04 November 2016
Jerusalem 1000-1400: Four Gospels in Arabic
In a recent post in our Medieval Manuscripts blog (Every People Under Heaven), Cillian O'Hogan wrote about the early 13th century Harley Greek Gospels and the 12th century Melisende Psalter and its ivories which are currently on display at the Metropolitan Museum of Art in a stunning exhibition Jerusalem 1000-1400: Every People Under Heaven. With some 200 exhibits from 60 lenders from all over the world, the exhibition tells the story of Jerusalem, a polyglot city and cultural centre during the Crusades, the rule of the Ayyubids and the Mamluk Empire. In this post I will highlight one of our Arabic loans, Add.MS.11856, a translation of the four Gospels, copied in Palestine in 1336.
Although the Bible may have been translated into Arabic as early as the late seventh century, it was during the eighth and especially the ninth centuries that translations were made under Christian patronage. These were produced in the multilingual monastic communities of Palestine. The earliest surviving dated manuscript of the Gospels in Arabic is dated 859 and is in the library of the Monastery of St. Catherine at Mount Sinai (Griffith, p. 113). In his 'Abridged List of the Arabic Gospel Manuscripts' Hikmat Kashouh (below, pp. 55-8) lists 18 copies in the British Library collections of which the oldest, Add.MS.14467, dates from the 10th century. Add.MS.11856 is a copy of what became known as the Arabic Vulgate version which, translated from Greek, Syriac and Coptic, developed by the 13th century and remained the standard Arabic version until modern times.
Our manuscript, Add.MS.11856, was completed on 20 Jumada I AH 737 (25 Dec. 1336) and includes four portraits of the evangelists, a double page illuminated heading at the beginning and three single page headings at the start of the following Gospels. The copyist was Yūsuf ibn Walī al-Dawlah Mīkhāʼīl ibn Faḍl Allāh, the Treasury scribe (kātib al-khizānah). Originating in Palestine, the manuscript had various owners, one being the early Albanian writer and national hero Peter Bogdani (ca. 1630-89), Archbishop of Skopje and alumnus of the Collegio di Propaganda Fide, Rome, to which he subsequently presented it. It was acquired in 1841 by the British Museum as part of the collection of Samuel Butler (1774-1839), Bishop of Lichfield.
Perhaps the most striking feature of this manuscript is its illumination and decoration which clearly demonstrate the cosmopolitan nature of the community in which it was written. Each Gospel is introduced by a portrait of its author holding a copy of the book, but whereas these portraits are based on Byzantine models, the opening and the introductory leaves to each Gospel are richly decorated in a carpet page design - so called because of its close resemblance to intricately woven carpets - which is in keeping with Qur'ans dating from the Mamluk period. The opening of each Gospel consists of two illuminated bands containing the title above and below while the central panel is filled with an abstract geometrical pattern. Decorative rosettes in the margins complete the design.

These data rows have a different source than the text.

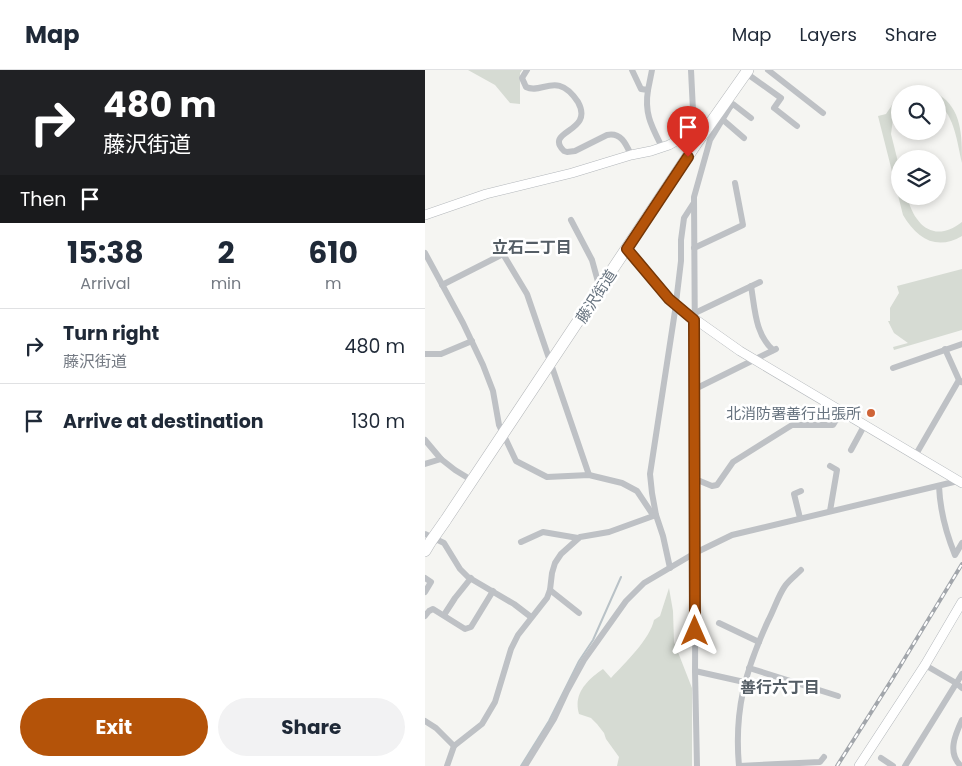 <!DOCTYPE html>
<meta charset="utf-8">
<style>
:root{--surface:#fff;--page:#f2f2f3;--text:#1f2937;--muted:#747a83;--line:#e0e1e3;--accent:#b45309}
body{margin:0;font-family:Poppins,"Noto Sans JP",sans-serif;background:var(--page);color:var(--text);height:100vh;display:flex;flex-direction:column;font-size:19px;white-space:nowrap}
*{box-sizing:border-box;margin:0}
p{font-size:16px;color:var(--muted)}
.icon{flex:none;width:28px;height:28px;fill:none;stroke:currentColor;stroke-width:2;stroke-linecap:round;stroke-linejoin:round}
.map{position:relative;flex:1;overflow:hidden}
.side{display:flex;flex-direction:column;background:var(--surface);width:425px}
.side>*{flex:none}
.top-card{background:#202124;color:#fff;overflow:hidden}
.buttons{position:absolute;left:466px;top:15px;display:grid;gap:10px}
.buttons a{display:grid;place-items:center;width:55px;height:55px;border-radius:50%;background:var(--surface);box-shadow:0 2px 8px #0003;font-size:25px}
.pin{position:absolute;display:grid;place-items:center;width:42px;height:42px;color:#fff;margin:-51px -21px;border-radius:50% 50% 50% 0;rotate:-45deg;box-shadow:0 0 5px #0007}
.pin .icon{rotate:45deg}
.me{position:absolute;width:55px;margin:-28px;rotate:0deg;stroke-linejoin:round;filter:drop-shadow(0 0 4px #0008)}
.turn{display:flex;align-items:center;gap:18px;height:105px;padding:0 20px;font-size:22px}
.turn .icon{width:65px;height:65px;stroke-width:2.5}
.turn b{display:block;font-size:35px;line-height:42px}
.then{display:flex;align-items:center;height:48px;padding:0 20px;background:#0003;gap:10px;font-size:19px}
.eta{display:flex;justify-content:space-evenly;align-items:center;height:85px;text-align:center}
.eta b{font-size:30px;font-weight:700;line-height:35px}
.action{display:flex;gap:10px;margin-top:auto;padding:10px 20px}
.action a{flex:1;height:58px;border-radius:30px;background:var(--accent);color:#fff;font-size:20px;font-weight:700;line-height:58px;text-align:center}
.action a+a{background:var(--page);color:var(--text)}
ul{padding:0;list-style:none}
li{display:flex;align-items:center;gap:15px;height:75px;padding:0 20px;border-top:1px solid var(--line)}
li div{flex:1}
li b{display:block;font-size:19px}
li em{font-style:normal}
header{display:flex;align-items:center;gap:30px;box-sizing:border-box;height:70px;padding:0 25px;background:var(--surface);border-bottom:1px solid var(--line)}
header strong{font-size:24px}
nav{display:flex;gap:28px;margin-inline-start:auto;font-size:18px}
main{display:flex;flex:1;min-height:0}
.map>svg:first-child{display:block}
.green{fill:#d6dbd3}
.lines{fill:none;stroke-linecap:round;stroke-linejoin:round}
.stream{stroke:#b9c2c7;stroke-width:2}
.secondary-casing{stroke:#b3b7bb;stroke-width:10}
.highway-casing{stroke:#b3b6b9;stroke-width:12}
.street{stroke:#bec1c5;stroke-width:6}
.secondary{stroke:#fff;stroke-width:9}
.highway{stroke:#fff;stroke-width:11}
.rail-casing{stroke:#a2a6ab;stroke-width:4}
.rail{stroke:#fff;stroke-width:2;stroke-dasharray:5.5;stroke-linecap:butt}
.secondary-bridge-casing{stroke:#b3b7bb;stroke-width:10;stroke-linecap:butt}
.highway-bridge-casing{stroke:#b3b6b9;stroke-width:12;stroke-linecap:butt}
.secondary-bridge{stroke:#fff;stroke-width:9}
.highway-bridge{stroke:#fff;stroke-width:11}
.route-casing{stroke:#753606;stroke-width:12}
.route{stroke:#b45309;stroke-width:9}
.poi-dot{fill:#cf6437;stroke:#fff;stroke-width:2}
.labels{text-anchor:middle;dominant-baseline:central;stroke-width:5;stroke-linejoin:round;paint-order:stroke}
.street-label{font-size:15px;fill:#67737f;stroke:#fff}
.poi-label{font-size:15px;fill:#67737f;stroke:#fff;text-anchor:end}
.neighbourhood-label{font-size:16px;font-weight:bold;fill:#545d65;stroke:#fff}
</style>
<header>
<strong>Map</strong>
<nav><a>Map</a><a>Layers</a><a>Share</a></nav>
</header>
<main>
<section class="side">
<div class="top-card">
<div class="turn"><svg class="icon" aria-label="right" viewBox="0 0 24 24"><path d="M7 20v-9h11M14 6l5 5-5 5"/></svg><div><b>480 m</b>藤沢街道</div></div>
<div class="then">Then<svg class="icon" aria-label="arrive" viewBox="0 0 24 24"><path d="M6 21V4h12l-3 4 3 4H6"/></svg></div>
</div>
<div class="eta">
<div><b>15:38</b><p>Arrival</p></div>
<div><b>2</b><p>min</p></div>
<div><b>610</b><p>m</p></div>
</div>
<ul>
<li><svg class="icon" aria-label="right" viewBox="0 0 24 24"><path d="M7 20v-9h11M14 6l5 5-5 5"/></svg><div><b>Turn right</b><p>藤沢街道</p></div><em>480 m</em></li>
<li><svg class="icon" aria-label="arrive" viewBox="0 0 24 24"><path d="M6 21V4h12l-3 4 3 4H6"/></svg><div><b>Arrive at destination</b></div><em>130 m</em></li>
</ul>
<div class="action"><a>Exit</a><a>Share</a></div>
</section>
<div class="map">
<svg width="537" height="696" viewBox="0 0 537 696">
<rect width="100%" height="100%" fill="#f5f5f2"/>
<g class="green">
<path d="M43,0H97L95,3V34L85,33L70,15Z"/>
<path d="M513,24C537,39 537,65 537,93C532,72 530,47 513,33Z"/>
<path d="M475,27V39L468,49L466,64L475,100V126H482C489,155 509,174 537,152V166C512,181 492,169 478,145L453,46L461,44L467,35Z"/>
<path d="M537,199V260L469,280L468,277L483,273L469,263L463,251H465V238L474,223L472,216Z"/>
<path d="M244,518L248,541L249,572L267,618V696H192L194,687L181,669L179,663L172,654L166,648L154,644C148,624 162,610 178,599L186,608C200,593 225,569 229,550L235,546Z"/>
</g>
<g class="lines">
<path class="stream" d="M96,696L124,651L154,591L168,570L196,507"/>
<g class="secondary-casing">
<g id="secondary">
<path d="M0,145L61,124L147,103L206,85L226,81L244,75L269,61L277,66"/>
<path d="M202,179L245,229"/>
<path d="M257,240L315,281L537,413"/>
<path d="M434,696L500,595L537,532"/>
</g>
</g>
<g class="highway-casing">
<g id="highway">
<path d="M20,451L273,71L323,0"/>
<path d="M0,481L6,471"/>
</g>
</g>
<g class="street">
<path d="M102,0L97,8L101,17C117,25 132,0 153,32C170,63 118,60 139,81L142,82L150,81L182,65C196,62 201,74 206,85"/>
<path d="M207,0L216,19L223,20L227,0"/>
<path d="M266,0L269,61"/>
<path d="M343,0L398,43"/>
<path d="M321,3L356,28L349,38L372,56"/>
<path d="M223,20C219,44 227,57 237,77"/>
<path d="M305,37L308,34L326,48"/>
<path d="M297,49L319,68"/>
<path d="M146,150L167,190L175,219"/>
<path d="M269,178L318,155L310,113"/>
<path d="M0,183L38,253L58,295L68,321L74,355L91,391L122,407L164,405L197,413L212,421L228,445"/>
<path d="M17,215L78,184L102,224L164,405"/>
<path d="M326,216C330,239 330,264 348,280"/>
<path d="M270,243L335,212"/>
<path d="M520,279L534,310L536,312"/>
<path d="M0,284H16L47,271"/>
<path d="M468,298L537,274"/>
<path d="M270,319L351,279"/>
<path d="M0,370L16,389"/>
<path d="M426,380L439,356"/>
<path d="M490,386L534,310"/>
<path d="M0,394L16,389L30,400L48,411"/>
<path d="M405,396L412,400L405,441"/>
<path d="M270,409L287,416L292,415L308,392L367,355H408L416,342"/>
<path d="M514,416C515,440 521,463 530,485L537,473"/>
<path d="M375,448L369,424L376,421"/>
<path d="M0,464L19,473L35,499L43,507L89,534L106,547"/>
<path d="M96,472L118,462L153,468"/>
<path d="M245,498L238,466L231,445L227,423L225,404L250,241L256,191V170L259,148L268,134"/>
<path d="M0,508L6,512L0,522"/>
<path d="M125,520L154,543"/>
<path d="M19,545L30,528L46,508"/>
<path d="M0,546L4,541L8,539L40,559L46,557L68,521"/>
<path d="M294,553L334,572"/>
<path d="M500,595L531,613L537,618"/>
<path d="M324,598L413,626"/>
<path d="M270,601L319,612"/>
<path d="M0,651L11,658L29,676"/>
<path d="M456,688L468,696"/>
<path d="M22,696L29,676L57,654L70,632L86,579L93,565L122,528L125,520L127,503L130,493L136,484L155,467L184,462L231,445"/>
<path d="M100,696L129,649L142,621L159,590L201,531L219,513L270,483L307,465L533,411"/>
<path d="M272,696L270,601L271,439L269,127L285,70L305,37L300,33"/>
<path d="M314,696C309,641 320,601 343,551C349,540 353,526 360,516C364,510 371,505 376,500"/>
<path d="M314,696L395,692L399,687"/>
<path d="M480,696L537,604"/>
<path d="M536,696C522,683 530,665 537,650"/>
</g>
<use href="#secondary" class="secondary"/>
<use href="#highway" class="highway"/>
<g class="rail-casing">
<path id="rail" d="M412,696L466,611L537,494"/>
</g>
<use href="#rail" class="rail"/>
<g class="secondary-bridge-casing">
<path id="secondary-bridge" d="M245,229L257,240"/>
</g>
<g class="highway-bridge-casing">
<path id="highway-bridge" d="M6,471L20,451"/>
</g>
<use href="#secondary-bridge" class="secondary-bridge"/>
<use href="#highway-bridge" class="highway-bridge"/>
</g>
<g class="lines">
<g class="route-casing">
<path id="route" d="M263,87L202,179L244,229L269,250L270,561"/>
</g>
<use href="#route" class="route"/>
</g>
<circle class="poi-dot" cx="446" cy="343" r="5"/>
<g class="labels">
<g class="street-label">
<text transform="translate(171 226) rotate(-57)">藤沢街道</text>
</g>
<g class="poi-label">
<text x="436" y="343">北消防署善行出張所</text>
</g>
<g class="neighbourhood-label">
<text x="107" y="177">立石二丁目</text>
<text x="355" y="617">善行六丁目</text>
</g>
</g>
</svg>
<div class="buttons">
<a><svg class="icon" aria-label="search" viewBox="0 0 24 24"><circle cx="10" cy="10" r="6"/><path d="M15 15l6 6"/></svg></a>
<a><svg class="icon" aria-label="layers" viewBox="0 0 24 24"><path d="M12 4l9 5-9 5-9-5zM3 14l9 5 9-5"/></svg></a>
</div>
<div class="pin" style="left:263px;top:87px;background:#d93025"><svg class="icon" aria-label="arrive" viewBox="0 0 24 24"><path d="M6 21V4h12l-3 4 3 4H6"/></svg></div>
<svg class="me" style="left:270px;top:561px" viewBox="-20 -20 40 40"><path d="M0-17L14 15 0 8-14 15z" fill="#b45309" stroke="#fff" stroke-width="4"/></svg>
</div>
</main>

The exhibition Jerusalem 1000-1400: Every People Under Heaven is open at the Met. until 8 January 2017. If you don't have the opportunity to go in person, there is a detailed catalogue available by the exhibition curators Barbara Drake Boehm and Melanie Holcomb.
This manuscript has now been digitised and will shortly be available on our Digitised Manuscripts site, so watch this space for more details!
W. Cureton and C. Rieu, Catalogus codicum manuscriptorum orientalium qui in Museo Britannico asservantur. Pars secunda, codices arabicos amplectens. London: British Museum, 1846-71, pp. 11-13.
Barbara Drake Boehm and Melanie Holcomb, Jerusalem, 1000-1400 : every people under heaven. New York: The Metropolitan Museum of Art, 2016.
Hikmat Kashouh, The Arabic Versions of the Gospels: the Manuscripts and their Families, Berlin: De Gruyter, c2012.
Sidney H. Griffith, The Bible in Arabic: the Scriptures of the "People of the Book" in the Language of Islam. Princeton: Princeton University Press, c2013.